*WORK INSTRUCTIONS*: In the listing below, find the line with "inset:0; background:#404145; transform-origin:0" and the line with "height:3px; margin-top:-1.5px; transform-origin:0;". Repeat those two lines and all lines between them exactly.

***** GIVEN INFORMATION

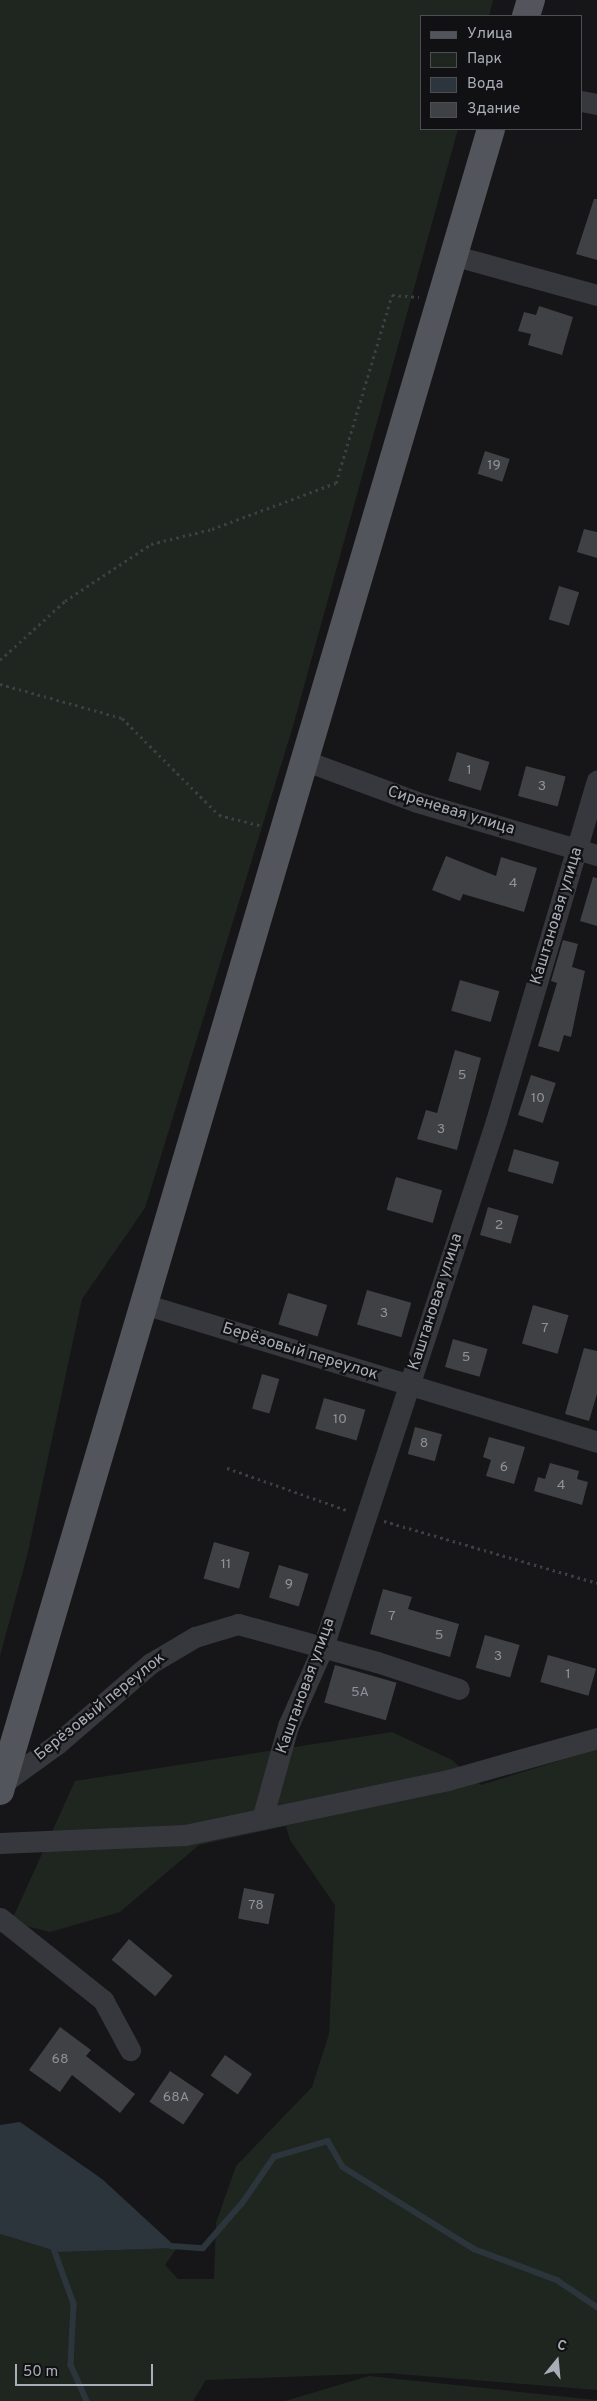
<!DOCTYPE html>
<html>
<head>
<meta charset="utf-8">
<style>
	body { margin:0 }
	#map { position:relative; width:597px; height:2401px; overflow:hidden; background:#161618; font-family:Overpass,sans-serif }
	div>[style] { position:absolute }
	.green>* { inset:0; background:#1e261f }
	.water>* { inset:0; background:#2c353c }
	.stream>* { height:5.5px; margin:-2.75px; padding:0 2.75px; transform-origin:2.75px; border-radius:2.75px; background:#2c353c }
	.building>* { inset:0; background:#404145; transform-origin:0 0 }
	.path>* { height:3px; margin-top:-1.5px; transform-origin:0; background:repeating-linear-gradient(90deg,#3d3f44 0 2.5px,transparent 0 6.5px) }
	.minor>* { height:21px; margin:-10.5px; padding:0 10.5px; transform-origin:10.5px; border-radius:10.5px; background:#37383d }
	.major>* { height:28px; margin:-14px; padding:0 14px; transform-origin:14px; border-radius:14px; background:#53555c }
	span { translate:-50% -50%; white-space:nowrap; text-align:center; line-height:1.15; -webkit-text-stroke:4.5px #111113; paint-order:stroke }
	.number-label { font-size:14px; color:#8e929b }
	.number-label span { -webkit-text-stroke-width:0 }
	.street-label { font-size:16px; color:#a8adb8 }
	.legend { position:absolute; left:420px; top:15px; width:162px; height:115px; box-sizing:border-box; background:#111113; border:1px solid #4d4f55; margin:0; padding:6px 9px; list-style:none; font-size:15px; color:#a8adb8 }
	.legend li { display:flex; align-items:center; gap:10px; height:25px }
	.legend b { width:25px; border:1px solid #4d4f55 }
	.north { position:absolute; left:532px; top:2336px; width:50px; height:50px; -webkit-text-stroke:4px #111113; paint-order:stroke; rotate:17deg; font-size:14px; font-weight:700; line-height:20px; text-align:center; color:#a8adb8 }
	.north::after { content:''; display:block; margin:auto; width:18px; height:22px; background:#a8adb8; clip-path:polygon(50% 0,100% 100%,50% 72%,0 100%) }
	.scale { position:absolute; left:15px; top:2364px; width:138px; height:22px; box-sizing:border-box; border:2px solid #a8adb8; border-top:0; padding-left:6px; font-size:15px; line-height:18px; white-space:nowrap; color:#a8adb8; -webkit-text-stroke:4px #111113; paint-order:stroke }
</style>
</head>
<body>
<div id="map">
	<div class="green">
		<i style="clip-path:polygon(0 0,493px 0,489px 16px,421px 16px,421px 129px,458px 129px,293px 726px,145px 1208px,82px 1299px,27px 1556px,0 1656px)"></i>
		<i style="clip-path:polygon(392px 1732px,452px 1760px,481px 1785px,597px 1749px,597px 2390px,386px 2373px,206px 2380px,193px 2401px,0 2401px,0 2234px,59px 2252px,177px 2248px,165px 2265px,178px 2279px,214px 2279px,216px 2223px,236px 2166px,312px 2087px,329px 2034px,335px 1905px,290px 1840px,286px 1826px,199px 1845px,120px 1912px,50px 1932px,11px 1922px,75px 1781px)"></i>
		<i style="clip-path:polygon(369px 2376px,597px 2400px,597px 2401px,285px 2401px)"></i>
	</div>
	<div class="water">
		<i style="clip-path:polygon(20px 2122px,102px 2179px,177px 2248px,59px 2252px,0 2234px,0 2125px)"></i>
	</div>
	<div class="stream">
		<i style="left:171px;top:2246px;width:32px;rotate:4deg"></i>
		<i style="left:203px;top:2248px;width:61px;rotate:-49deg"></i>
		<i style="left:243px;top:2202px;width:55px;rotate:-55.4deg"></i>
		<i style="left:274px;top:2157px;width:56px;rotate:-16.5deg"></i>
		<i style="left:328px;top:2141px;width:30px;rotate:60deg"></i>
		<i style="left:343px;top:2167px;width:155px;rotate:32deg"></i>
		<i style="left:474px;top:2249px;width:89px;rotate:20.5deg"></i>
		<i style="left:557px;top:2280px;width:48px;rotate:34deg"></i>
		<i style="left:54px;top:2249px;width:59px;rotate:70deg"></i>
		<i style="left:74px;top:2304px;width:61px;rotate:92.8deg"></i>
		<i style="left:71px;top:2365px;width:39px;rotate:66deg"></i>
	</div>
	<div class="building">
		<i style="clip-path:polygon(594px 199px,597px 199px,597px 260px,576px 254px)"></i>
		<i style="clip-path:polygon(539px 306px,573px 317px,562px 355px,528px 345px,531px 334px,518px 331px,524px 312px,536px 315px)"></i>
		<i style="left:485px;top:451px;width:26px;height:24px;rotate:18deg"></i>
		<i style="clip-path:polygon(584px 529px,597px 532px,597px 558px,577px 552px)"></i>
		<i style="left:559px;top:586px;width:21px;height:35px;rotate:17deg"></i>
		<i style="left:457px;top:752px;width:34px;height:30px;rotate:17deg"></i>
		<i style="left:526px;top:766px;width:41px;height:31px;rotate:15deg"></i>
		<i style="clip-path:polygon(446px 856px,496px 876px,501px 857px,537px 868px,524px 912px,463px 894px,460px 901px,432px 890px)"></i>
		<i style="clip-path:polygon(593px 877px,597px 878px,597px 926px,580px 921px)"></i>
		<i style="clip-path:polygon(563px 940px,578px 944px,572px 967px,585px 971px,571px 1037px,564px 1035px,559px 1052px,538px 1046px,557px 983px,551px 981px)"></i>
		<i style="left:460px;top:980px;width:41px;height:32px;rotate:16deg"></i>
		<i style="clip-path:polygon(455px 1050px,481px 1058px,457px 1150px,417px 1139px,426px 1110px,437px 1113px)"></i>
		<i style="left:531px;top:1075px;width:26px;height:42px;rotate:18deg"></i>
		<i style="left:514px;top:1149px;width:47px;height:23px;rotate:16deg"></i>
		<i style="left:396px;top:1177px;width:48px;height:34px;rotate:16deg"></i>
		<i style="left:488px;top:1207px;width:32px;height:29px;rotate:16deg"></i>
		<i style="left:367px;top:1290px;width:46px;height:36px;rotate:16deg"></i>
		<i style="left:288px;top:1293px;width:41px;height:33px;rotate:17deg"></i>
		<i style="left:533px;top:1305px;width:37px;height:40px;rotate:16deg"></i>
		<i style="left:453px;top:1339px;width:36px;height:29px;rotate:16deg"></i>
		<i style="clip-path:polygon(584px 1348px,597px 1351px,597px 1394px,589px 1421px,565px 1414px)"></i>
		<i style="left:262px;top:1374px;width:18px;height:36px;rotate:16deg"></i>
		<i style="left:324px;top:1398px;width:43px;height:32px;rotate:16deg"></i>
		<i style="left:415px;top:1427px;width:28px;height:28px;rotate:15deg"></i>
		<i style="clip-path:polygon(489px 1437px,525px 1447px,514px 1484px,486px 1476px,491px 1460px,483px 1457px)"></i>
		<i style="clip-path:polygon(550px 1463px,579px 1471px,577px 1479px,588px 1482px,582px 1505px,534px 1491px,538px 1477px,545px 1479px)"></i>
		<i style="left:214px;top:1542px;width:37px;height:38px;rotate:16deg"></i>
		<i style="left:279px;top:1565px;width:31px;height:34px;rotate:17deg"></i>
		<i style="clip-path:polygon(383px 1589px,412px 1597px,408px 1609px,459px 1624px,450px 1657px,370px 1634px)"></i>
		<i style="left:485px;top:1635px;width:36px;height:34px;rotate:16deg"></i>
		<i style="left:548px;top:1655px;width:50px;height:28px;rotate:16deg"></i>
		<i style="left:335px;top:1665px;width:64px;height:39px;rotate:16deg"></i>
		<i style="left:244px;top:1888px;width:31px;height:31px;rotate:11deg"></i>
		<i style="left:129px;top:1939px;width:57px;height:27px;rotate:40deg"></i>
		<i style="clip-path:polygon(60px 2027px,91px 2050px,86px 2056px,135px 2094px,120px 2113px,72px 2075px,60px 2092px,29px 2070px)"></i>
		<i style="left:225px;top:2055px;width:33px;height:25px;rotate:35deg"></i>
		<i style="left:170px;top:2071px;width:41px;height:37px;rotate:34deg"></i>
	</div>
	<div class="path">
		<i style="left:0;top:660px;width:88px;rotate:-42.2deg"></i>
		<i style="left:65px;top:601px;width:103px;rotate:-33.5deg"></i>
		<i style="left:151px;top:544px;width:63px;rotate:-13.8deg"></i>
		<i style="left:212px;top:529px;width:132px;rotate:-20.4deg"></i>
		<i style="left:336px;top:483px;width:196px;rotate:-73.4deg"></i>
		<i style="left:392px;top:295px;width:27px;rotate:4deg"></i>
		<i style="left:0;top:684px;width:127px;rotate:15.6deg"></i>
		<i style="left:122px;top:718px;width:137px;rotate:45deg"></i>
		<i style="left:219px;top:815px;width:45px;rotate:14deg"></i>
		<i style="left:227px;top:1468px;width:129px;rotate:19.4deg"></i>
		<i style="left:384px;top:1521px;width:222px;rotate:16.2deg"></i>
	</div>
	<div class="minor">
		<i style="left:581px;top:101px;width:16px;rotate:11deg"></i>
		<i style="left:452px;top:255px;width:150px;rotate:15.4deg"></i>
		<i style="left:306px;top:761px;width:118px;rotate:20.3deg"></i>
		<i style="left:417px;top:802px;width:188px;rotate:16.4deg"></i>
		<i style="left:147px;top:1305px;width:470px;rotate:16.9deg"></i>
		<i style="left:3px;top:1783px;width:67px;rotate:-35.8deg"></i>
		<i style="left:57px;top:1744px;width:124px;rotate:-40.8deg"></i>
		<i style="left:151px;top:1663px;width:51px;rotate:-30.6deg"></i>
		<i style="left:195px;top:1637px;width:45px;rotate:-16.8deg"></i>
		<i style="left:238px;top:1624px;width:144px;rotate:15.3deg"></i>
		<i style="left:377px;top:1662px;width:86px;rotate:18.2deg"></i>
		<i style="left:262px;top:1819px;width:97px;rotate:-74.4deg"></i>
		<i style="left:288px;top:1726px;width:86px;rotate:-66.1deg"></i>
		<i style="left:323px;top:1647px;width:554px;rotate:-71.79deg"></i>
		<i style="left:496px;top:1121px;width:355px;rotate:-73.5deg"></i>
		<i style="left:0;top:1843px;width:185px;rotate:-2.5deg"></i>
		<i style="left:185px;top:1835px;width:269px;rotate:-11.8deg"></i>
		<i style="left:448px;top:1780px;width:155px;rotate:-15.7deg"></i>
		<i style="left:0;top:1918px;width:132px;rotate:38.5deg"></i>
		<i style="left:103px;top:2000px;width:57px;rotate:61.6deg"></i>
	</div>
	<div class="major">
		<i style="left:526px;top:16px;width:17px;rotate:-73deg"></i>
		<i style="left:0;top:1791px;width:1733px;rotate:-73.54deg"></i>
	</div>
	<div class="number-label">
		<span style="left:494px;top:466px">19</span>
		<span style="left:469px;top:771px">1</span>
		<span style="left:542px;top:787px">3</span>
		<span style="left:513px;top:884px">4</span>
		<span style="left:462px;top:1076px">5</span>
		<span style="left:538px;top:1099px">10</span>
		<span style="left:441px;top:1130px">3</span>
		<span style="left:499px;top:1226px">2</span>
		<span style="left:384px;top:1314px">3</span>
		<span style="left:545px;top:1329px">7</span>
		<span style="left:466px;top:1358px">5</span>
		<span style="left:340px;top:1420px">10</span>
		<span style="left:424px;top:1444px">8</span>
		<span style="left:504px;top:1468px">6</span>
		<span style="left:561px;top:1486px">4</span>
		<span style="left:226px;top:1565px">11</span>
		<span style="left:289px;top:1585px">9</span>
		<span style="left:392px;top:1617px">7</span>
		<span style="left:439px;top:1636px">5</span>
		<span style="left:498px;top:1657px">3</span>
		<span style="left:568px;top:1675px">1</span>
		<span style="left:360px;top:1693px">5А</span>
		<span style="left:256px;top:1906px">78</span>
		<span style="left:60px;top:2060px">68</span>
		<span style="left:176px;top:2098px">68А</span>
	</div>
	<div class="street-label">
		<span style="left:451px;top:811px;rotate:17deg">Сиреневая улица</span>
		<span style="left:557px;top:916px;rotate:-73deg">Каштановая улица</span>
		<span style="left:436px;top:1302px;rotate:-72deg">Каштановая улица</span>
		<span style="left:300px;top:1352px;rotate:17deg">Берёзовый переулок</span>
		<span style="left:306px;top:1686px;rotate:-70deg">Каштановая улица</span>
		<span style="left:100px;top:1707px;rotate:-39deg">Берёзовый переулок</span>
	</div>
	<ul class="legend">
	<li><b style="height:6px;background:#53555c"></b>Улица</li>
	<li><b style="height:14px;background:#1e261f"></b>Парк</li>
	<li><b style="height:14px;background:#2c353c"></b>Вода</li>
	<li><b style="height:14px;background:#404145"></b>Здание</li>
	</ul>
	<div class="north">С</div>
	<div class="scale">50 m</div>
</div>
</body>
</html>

**********

*EXERCISE RESPONSE*:
	.building>* { inset:0; background:#404145; transform-origin:0 0 }
	.path>* { height:3px; margin-top:-1.5px; transform-origin:0; background:repeating-linear-gradient(90deg,#3d3f44 0 2.5px,transparent 0 6.5px) }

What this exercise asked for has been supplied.